For studying Scala, I wrote some code to solve the Equal problem on HackerRank. But I am stuck on test case #15 due to timeout.

Christy is interning at HackerRank. One day she has to distribute some chocolates to her colleagues. She is biased towards her friends and may have distributed the chocolates unequally. One of the program managers gets to know this and orders Christy to make sure everyone gets equal number of chocolates.

But to make things difficult for the intern, she is ordered to equalize the number of chocolates for every colleague in the following manner,

For every operation, she can choose one of her colleagues and can do one of the three things.

1. She can give one chocolate to every colleague other than chosen one.
2. She can give two chocolates to every colleague other than chosen one.
3. She can give five chocolates to every colleague other than chosen one.

Calculate minimum number of such operations needed to ensure that every colleague has the same number of chocolates.

My code is like below I will appreciate your advice to improve performance.

object EqualsTest {
  def main(args: Array[String]): Unit = {
    val numOfTestCases = readInt();
    Range(0, numOfTestCases).foreach(i => {
      val numberCount = readInt();
      var numbers = Array.ofDim[Int](numberCount)
      val inputNumbers = scala.io.StdIn.readLine().split("""\s+""")
      0.until(numberCount).foreach(i => {
        numbers(i) = inputNumbers(i).trim.toInt
      })
      // val numbers = scala.io.StdIn.readLine().split(" ").map(s => s.toInt);
      var baseLine = numbers.min
      println(calOpCount(numbers, baseLine))
    })

    def f(b: Int)(s: Int): Int = {
      val i = s - b
      if (i==0) 0
      else if (i == 1 || i == 2 || i == 5) 1
      else (i/5 + (i%5)/2 + ((i%5)%2))
    }

    def calOpCount(source: Array[Int], baseLine: Int): Int = {
       val baseLines = 0.to(baseLine)
       val result = for {i <- baseLines; f1 = f(i)(_)} yield (source.map(s => f1(s.toInt)).sum)
       result.min
    }
  }
}

Answer 1

The performance issue and the bug

The program essentially looks for the minimum operations to reduce the numbers to some base line. There are two problems with the choice of base lines.

The performance issue is that you try base lines from 0 until the minimum value. Consider this input:

999

The program will check base lines from 0 to 999, in vain. You need up check only the 3 baselines: min, min - 1 and min - 2.

The second problem is a bug, and it is a related issue.
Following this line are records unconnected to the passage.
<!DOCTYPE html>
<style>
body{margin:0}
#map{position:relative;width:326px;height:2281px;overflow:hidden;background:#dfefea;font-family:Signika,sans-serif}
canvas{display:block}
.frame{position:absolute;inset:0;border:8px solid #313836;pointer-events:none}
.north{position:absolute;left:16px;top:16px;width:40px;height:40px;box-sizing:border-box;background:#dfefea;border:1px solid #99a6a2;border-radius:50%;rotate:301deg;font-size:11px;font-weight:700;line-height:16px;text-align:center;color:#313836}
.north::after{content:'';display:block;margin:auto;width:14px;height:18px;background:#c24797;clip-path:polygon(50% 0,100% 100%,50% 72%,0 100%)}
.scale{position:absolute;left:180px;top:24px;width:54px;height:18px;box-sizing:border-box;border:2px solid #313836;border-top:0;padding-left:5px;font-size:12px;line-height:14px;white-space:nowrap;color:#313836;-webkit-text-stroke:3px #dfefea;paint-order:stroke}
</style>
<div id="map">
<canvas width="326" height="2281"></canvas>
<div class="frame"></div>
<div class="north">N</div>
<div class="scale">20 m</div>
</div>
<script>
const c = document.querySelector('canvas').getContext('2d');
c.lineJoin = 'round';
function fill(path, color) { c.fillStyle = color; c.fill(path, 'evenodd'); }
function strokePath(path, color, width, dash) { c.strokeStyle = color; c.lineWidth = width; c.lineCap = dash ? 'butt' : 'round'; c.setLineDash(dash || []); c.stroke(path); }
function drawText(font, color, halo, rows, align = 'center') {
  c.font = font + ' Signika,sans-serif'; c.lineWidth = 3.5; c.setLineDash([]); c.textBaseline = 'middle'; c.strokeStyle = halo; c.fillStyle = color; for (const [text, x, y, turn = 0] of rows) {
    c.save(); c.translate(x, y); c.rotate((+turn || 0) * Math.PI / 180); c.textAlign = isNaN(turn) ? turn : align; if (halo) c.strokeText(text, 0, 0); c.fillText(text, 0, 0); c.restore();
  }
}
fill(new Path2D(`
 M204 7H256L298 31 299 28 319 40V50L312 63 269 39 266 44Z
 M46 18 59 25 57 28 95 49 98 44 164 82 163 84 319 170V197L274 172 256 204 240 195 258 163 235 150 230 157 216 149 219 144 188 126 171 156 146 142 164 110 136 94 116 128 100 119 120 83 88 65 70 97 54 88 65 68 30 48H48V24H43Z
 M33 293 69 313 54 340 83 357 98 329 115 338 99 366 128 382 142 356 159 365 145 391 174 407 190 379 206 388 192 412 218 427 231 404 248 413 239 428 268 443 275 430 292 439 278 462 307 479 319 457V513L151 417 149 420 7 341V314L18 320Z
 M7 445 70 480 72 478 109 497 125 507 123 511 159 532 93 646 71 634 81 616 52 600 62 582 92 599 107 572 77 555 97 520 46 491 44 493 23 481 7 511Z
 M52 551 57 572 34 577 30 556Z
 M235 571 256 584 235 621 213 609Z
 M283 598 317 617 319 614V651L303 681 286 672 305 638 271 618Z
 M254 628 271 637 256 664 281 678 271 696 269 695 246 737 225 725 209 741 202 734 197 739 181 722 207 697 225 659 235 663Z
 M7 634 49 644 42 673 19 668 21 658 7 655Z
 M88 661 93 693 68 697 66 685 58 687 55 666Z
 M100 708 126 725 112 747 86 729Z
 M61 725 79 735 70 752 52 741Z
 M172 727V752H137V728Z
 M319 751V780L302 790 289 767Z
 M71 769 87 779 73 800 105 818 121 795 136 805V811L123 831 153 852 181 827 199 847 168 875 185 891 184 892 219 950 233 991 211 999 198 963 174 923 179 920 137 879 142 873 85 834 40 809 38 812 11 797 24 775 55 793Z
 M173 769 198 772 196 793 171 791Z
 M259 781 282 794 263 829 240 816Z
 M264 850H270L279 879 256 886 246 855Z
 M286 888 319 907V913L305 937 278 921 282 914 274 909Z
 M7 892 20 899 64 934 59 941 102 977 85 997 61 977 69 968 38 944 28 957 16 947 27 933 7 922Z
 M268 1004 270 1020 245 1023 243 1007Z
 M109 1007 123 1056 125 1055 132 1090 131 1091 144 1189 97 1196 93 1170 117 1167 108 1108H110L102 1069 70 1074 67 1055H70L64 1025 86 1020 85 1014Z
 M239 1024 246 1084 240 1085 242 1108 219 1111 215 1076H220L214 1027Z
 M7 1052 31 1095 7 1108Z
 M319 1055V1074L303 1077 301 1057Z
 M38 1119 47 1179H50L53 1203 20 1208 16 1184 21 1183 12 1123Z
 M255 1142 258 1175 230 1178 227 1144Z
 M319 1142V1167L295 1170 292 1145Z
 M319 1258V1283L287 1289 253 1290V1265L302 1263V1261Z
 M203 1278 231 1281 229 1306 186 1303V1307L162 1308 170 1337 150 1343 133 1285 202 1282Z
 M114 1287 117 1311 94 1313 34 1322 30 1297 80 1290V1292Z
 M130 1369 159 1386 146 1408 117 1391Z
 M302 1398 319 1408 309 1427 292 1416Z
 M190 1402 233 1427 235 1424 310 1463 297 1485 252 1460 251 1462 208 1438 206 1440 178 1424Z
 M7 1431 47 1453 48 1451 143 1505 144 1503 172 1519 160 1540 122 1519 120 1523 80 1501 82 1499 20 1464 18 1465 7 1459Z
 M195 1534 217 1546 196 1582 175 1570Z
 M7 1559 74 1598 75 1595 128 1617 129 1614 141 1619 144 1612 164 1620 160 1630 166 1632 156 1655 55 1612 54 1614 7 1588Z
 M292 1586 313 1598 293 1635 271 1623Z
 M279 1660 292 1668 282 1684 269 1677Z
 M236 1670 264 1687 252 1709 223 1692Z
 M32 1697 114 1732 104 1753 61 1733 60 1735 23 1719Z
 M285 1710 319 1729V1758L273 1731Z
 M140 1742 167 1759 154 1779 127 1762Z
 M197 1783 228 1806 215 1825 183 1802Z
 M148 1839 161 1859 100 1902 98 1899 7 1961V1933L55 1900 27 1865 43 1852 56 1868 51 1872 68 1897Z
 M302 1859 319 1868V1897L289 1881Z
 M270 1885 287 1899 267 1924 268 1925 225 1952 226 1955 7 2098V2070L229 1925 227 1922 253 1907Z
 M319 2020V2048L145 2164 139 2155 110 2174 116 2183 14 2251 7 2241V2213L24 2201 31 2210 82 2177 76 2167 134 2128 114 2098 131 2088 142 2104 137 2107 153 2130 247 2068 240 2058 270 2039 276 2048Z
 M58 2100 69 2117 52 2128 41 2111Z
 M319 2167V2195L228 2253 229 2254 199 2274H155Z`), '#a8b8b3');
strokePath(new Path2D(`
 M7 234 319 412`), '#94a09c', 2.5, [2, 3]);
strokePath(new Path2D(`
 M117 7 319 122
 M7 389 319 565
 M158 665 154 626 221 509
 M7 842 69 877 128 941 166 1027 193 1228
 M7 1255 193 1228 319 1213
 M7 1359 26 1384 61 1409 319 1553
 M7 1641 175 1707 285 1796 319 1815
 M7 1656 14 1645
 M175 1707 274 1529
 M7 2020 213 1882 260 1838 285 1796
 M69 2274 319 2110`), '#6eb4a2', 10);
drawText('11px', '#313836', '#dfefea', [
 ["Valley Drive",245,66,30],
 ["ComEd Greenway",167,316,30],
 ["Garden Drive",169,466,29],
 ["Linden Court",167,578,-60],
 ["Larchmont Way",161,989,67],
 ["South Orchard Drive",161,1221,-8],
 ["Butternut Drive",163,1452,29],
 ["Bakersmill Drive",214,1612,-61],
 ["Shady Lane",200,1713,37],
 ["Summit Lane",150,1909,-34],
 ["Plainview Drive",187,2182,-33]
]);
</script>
Consider this input:

0 4 4

The program will check only one base line, 0. And that will give the incorrect result 4. Checking -1 would give the correct result 3.

Working with user input

The readInt method is deprecated in favor of StdIn.readInt.
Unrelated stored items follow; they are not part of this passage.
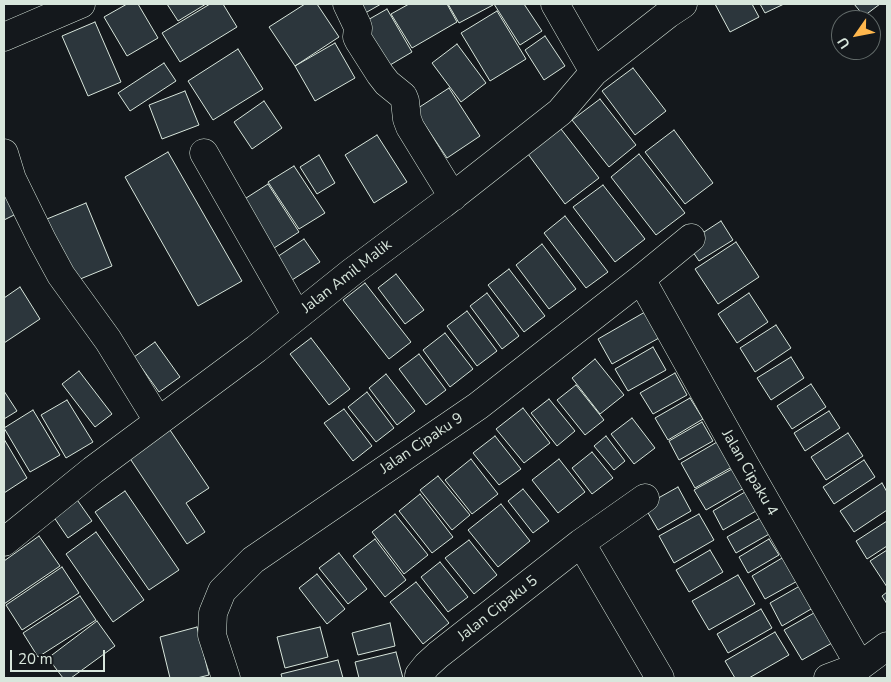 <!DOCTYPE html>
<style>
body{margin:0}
#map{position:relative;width:891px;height:682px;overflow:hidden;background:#14181c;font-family:"Nunito Sans",sans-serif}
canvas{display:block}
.frame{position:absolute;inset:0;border:5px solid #d8e6dc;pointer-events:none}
.north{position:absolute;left:831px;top:10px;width:50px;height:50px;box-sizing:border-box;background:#14181c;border:1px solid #626a69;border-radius:50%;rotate:237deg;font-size:14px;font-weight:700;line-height:20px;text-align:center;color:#d8e6dc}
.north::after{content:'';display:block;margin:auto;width:18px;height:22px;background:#ffb74d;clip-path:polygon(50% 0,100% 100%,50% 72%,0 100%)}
.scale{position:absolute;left:10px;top:650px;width:95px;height:22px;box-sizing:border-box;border:2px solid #d8e6dc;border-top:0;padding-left:6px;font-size:15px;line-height:18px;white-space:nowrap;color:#d8e6dc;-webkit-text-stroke:4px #14181c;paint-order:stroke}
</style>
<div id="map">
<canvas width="891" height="682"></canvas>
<div class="frame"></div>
<div class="north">U</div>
<div class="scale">20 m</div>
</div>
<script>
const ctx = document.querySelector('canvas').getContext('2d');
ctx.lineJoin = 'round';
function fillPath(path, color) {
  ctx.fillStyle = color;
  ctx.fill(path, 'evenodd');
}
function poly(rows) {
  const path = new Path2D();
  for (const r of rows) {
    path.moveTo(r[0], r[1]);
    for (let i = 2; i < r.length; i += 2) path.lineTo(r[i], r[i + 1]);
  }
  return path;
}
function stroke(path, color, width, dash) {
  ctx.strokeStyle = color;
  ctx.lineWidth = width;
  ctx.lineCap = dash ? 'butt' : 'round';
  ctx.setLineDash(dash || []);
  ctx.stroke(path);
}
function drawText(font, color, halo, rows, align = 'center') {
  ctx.font = font + ' "Nunito Sans",sans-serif';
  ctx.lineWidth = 4;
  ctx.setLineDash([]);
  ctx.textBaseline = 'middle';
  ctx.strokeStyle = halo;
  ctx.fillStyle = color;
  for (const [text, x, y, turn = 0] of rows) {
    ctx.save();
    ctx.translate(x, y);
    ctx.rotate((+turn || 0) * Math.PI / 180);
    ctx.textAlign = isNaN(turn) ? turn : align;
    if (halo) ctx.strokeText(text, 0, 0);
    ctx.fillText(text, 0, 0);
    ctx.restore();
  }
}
const building = poly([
 [127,4,138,4,158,38,127,56,104,17,127,4],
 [167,4,206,4,178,21,167,4],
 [210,4,223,4,237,27,180,62,162,33,210,4],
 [305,4,317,4,339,37,295,66,269,27,305,4],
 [353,4,381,4,360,16,353,4],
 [409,4,447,4,457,22,412,48,391,14,409,4],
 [448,4,492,4,493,5,459,23,448,4],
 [494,4,524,4,542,31,520,45,494,4],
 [715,4,752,4,759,17,730,32,715,4],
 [760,4,784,4,765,13,760,4],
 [854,4,880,4,864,16,854,4],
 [387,9,412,52,385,68,359,25,387,9],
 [497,11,526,59,490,81,461,33,497,11],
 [95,22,121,82,88,96,62,36,95,22],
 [545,36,565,66,544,80,525,50,545,36],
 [335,43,355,78,315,101,295,66,335,43],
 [457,44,486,83,461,102,432,63,457,44],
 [238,49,263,89,213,120,188,81,238,49],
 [164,63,176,81,130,111,118,93,164,63],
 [633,68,666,111,635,135,602,91,633,68],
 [449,88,480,136,447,158,415,110,449,88],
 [185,91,199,125,162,139,149,105,185,91],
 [600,99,636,145,609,167,572,120,600,99],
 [264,101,282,128,252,149,234,122,264,101],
 [561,129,599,178,565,204,528,154,561,129],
 [674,130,713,183,685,204,645,152,674,130],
 [377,135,407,182,374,203,345,155,377,135],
 [168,152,242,281,198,306,125,177,168,152],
 [639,154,685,213,656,235,611,177,639,154],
 [319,155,335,183,317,194,300,167,319,155],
 [294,166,325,213,299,229,268,182,294,166],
 [4,171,24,210,4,220,4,171],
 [268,184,299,232,274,248,243,200,268,184],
 [603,185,645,239,615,262,573,207,603,185],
 [86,203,112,266,68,284,42,221,86,203],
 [565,216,608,272,586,288,544,233,565,216],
 [721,221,733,240,699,261,687,243,721,221],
 [304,239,320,262,292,280,277,257,304,239],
 [736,242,759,277,718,304,695,269,736,242],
 [542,244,576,289,549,309,516,265,542,244],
 [509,269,545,316,524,332,488,285,509,269],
 [396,274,424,310,405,324,378,288,396,274],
 [365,283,411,342,389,359,343,300,365,283],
 [20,287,40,319,4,343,4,298,20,287],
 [487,293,519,336,502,349,470,306,487,293],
 [749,293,768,322,737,343,718,314,749,293],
 [467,311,497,351,477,366,447,326,467,311],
 [645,312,659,338,612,364,598,339,645,312],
 [776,325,791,348,755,372,740,348,776,325],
 [445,333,473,369,450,387,423,350,445,333],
 [311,338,350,389,329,405,290,354,311,338],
 [155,342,180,377,159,392,134,357,155,342],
 [653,347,666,370,628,391,615,369,653,347],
 [419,354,446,390,426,405,399,369,419,354],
 [791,357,804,378,771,400,757,378,791,357],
 [595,359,624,395,600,414,572,378,595,359],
 [79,371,112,414,95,427,62,384,79,371],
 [675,373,687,395,653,414,640,393,675,373],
 [386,374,415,411,397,425,369,388,386,374],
 [811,384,826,407,792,429,777,406,811,384],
 [576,385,604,420,585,435,557,400,576,385],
 [4,391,17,411,4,419,4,391],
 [367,392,394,428,376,442,348,407,367,392],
 [690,398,703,419,668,440,655,418,690,398],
 [549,399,575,431,557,446,531,413,549,399],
 [67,400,93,442,66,458,41,415,67,400],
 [523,408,550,443,524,463,496,429,523,408],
 [344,409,372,446,353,461,324,423,344,409],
 [33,410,60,455,30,472,4,428,33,410],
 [829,411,840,428,805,451,794,433,829,411],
 [632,418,655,448,634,464,611,434,632,418],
 [702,422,713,441,679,460,669,441,702,422],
 [170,430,209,488,186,503,205,532,187,544,129,457,170,430],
 [848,433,863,456,826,480,811,457,848,433],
 [495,436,521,469,499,485,473,453,495,436],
 [606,436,625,461,614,470,594,446,606,436],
 [4,439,27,478,4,493,4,439],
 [717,442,732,467,695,488,681,463,717,442],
 [592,452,613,478,592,494,572,468,592,452],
 [471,459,498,494,472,514,445,480,471,459],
 [559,459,585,492,558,513,532,480,559,459],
 [864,460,875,477,834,504,823,487,864,460],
 [732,469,744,488,706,510,694,490,732,469],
 [438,476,470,515,452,530,420,490,438,476],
 [882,483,887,492,887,510,854,532,840,511,882,483],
 [678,487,691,511,658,530,644,506,678,487],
 [523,489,549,521,533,533,508,501,523,489],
 [125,491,179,570,149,590,95,512,125,491],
 [745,492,756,511,723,530,713,511,745,492],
 [73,494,92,521,68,538,49,510,73,494],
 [420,494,453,537,432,553,399,511,420,494],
 [501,504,530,541,498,567,468,530,501,504],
 [395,514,428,555,404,574,372,532,395,514],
 [699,514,714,540,674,563,659,536,699,514],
 [762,517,771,533,736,553,727,537,762,517],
 [887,521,887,546,867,559,856,541,887,521],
 [96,532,144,600,113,622,66,554,96,532],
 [39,536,60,566,4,604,4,561,39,536],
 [375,539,406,580,385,597,353,556,375,539],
 [769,539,779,555,748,573,739,557,769,539],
 [469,540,497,575,474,594,445,558,469,540],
 [710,550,723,572,689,592,676,570,710,550],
 [887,550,887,587,870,561,887,550],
 [339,553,367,589,348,604,319,568,339,553],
 [787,555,801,579,765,599,752,576,787,555],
 [440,562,468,597,448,612,421,577,440,562],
 [62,567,79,593,22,630,6,605,62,567],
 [317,574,345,609,327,624,299,588,317,574],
 [738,575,755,604,709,630,692,601,738,575],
 [416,582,449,623,423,644,390,602,416,582],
 [805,583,818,605,782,626,770,603,805,583],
 [887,592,887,604,882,596,887,592],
 [80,596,96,620,38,657,23,633,80,596],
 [761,609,772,628,728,653,717,634,761,609],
 [821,609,839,639,802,660,784,630,821,609],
 [97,621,115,646,71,678,63,678,48,658,97,621],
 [390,623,395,646,358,655,352,633,390,623],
 [197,627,209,675,197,678,170,678,160,637,197,627],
 [320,627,328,657,285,668,277,637,320,627],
 [775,632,789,655,749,678,735,678,725,661,775,632],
 [396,652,403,678,359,678,355,662,396,652],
 [338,660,343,678,282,678,281,674,338,660]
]);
const street = poly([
 [347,4,357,25,358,28,357,37,359,41,380,74,387,83,403,96,405,101,407,119,410,127,453,197],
 [555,4,594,72],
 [4,37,81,4],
 [4,153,12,179,42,240,61,275,108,340,158,421],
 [204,153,297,316],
 [641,279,745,465,860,666],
 [4,542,93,470,256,349,352,272,443,204,560,112,594,72,668,14,683,4],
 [581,543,660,678],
 [226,678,212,635,213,613,222,591,253,560,478,406,641,279,691,238],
 [419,678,419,675,427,665,438,655,581,543,645,498],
 [828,678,860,666,887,646]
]);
const streetNames = [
 ["Jalan Amil Malik",347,277,-38],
 ["Jalan Cipaku 9",422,444,-34],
 ["Jalan Cipaku 4",749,473,60],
 ["Jalan Cipaku 5",498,609,-38]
];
fillPath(building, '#2c363c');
stroke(building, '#d8e6dc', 1);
stroke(street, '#d8e6dc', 29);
stroke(street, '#14181c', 28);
drawText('15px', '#d8e6dc', '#14181c', streetNames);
</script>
The way you parsed the input is unnecessarily complicated. This line is commented out, even though it was really on the right track:

val numbers = scala.io.StdIn.readLine().split(" ").map(s => s.toInt);

Scala style

Some of the var could have been val or unnecessary altogether, and semicolons at end of lines are not recommended. Also, you used Range(0, numOfTestCases) at one point, even though you used the more idiomatic x.until(y) syntax elsewhere.

Alternative implementation

Putting the above tips together:

import scala.io.StdIn

object Solution {

  def main(args: Array[String]): Unit = {
    val numOfTestCases = StdIn.readInt()
    0.until(numOfTestCases).foreach(_ => {
      StdIn.readInt()
      val numbers = StdIn.readLine().split(" ").map(s => s.toInt)
      println(calOpCount(numbers))
    })
  }

  def steps(i: Int): Int = {
    if (i == 0) 0
    else if (i == 1 || i == 2 || i == 5) 1
    else i / 5 + (i % 5) / 2 + ((i % 5) % 2)
  }

  def calOpCount(source: Array[Int]): Int = {
    val min = source.min
    (for {base <- 0.to(2)} yield source.map(s => steps(s - min + base)).sum).min
  }
}